• What you need to do: Copy the result of filtering the entries below for lines that include the string "number".

▼

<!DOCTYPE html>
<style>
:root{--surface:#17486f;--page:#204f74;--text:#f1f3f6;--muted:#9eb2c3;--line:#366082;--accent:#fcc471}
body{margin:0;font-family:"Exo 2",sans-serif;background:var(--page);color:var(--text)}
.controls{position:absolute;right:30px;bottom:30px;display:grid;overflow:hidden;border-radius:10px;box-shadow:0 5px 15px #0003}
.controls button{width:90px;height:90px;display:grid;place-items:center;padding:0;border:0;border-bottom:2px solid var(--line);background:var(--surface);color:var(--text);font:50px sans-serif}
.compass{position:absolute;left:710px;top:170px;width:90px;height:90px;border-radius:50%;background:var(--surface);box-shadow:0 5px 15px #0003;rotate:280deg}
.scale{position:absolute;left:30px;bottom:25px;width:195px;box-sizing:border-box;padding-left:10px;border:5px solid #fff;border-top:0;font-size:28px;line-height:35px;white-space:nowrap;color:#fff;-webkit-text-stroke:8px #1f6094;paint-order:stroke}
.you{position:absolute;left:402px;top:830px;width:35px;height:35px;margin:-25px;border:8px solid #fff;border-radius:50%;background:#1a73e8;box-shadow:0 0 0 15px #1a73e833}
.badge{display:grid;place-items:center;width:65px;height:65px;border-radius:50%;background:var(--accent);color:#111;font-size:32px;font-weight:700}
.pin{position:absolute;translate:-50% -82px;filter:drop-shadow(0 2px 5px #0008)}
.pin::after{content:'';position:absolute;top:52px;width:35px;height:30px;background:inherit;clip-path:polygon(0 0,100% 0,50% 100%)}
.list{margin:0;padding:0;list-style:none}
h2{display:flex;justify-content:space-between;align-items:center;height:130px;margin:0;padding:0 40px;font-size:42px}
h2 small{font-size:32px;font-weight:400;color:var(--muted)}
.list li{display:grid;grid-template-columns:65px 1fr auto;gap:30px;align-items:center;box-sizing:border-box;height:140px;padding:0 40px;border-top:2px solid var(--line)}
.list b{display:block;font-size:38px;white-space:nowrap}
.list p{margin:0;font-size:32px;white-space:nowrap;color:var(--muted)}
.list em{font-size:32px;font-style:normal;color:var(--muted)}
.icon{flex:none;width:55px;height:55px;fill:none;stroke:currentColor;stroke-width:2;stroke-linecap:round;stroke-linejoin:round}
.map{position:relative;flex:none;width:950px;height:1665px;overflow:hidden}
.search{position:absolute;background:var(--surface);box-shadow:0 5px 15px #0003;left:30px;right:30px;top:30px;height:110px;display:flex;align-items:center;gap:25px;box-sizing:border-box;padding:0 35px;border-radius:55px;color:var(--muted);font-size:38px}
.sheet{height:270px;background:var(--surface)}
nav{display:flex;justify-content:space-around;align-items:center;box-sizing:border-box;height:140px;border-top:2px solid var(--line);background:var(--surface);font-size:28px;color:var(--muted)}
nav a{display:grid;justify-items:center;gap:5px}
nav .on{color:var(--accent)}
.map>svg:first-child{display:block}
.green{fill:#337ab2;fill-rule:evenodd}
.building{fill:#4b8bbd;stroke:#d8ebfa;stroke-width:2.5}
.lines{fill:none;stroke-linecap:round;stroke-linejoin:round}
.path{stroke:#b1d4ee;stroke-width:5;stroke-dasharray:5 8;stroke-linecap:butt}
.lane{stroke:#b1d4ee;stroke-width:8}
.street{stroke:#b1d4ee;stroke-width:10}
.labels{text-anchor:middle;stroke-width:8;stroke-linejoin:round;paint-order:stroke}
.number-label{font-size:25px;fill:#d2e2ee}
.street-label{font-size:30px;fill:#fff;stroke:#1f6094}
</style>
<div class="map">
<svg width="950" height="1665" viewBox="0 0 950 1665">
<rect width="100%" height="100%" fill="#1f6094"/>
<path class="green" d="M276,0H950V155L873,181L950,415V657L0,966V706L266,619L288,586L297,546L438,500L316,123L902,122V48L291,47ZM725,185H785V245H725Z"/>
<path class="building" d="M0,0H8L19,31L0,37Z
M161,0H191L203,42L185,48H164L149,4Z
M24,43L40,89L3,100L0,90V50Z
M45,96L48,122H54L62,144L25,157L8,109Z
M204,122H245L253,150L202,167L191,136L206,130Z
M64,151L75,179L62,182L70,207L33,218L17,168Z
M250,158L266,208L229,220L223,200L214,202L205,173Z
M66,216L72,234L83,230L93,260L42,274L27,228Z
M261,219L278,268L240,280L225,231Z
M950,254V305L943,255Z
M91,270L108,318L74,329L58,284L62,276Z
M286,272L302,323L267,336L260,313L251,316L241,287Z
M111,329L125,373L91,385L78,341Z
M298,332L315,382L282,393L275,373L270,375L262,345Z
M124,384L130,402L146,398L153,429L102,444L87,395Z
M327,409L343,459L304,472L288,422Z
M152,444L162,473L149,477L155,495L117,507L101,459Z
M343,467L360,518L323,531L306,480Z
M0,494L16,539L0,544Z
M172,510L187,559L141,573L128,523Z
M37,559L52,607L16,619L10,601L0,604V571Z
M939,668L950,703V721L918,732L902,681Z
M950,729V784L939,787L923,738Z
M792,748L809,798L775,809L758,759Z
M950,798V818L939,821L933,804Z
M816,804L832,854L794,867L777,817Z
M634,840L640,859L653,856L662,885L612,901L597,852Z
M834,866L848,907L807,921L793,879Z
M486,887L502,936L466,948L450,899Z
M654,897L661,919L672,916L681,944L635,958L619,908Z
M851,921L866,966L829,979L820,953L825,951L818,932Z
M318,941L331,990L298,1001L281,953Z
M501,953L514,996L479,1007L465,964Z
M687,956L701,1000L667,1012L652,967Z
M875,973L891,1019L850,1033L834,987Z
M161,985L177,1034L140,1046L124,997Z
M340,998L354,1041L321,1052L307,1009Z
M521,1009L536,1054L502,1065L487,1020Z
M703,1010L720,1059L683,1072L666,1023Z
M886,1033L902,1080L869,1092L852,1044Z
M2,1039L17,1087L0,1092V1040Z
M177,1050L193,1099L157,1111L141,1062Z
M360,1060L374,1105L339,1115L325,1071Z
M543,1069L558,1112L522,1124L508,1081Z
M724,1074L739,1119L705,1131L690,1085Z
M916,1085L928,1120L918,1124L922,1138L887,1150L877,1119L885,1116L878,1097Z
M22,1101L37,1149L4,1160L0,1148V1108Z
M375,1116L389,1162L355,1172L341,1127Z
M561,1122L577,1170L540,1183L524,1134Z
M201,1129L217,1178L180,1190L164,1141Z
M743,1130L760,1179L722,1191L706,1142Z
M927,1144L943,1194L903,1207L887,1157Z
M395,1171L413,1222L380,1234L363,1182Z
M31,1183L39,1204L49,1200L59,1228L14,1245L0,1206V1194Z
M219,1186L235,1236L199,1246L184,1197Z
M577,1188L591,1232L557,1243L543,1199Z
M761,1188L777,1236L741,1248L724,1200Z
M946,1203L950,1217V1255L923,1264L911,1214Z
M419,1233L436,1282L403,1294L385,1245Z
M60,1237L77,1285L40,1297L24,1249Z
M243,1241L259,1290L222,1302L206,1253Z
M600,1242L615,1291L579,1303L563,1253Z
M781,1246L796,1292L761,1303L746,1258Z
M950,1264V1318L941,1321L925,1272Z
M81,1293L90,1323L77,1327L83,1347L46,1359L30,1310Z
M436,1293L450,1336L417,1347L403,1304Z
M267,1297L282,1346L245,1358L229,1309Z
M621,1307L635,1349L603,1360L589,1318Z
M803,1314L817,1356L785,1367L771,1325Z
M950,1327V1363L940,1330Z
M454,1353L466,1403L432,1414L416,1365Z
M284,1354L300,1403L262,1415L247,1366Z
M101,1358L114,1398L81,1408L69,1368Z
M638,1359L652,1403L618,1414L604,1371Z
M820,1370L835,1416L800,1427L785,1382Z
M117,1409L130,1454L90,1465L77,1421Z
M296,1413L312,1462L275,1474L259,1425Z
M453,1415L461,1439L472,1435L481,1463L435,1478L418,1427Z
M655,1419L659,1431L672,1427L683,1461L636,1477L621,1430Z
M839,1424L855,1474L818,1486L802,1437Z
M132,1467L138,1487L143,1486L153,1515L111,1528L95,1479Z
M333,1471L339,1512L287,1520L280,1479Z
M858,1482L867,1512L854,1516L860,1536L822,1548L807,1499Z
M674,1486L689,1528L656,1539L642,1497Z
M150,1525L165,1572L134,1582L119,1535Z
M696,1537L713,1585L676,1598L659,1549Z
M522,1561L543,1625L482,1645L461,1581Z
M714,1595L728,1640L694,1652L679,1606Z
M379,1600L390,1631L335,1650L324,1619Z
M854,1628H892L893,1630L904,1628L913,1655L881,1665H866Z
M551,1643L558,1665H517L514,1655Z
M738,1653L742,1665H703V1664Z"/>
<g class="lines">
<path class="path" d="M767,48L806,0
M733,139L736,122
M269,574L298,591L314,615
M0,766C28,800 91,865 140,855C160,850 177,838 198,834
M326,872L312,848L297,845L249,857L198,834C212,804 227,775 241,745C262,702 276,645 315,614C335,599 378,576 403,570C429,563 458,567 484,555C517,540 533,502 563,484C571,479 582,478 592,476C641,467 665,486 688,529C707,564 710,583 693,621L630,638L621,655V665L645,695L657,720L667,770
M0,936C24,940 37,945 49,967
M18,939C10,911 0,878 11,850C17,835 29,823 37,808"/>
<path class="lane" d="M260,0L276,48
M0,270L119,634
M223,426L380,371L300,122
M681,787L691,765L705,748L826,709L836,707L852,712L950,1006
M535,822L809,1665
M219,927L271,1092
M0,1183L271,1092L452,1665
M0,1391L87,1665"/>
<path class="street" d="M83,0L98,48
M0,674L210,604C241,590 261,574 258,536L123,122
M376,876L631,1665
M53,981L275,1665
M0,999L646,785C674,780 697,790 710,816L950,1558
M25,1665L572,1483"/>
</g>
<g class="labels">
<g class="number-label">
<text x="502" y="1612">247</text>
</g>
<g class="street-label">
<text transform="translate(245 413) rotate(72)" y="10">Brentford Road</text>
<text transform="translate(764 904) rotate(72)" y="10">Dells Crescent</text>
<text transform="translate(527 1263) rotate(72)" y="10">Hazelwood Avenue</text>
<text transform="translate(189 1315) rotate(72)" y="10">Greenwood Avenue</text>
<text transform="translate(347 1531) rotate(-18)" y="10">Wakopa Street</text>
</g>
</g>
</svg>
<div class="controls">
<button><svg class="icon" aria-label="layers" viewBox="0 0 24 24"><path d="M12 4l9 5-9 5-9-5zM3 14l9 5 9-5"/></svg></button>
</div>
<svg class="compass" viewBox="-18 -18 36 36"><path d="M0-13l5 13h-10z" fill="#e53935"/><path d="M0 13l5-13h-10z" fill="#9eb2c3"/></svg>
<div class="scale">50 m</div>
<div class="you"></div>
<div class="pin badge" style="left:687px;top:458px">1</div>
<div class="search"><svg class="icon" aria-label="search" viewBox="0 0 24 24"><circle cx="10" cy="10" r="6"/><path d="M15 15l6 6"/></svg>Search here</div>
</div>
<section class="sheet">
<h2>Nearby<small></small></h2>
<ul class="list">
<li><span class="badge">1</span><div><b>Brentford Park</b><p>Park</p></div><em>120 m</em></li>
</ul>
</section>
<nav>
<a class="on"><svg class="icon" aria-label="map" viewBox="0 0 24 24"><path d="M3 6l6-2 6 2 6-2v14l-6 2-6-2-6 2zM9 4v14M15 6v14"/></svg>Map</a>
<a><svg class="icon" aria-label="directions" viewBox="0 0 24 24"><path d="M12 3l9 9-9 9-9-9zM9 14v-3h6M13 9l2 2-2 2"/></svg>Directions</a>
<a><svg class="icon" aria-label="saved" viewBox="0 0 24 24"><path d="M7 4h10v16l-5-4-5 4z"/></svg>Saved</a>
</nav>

▲

• Answer to this exercise:
.number-label{font-size:25px;fill:#d2e2ee}
<g class="number-label">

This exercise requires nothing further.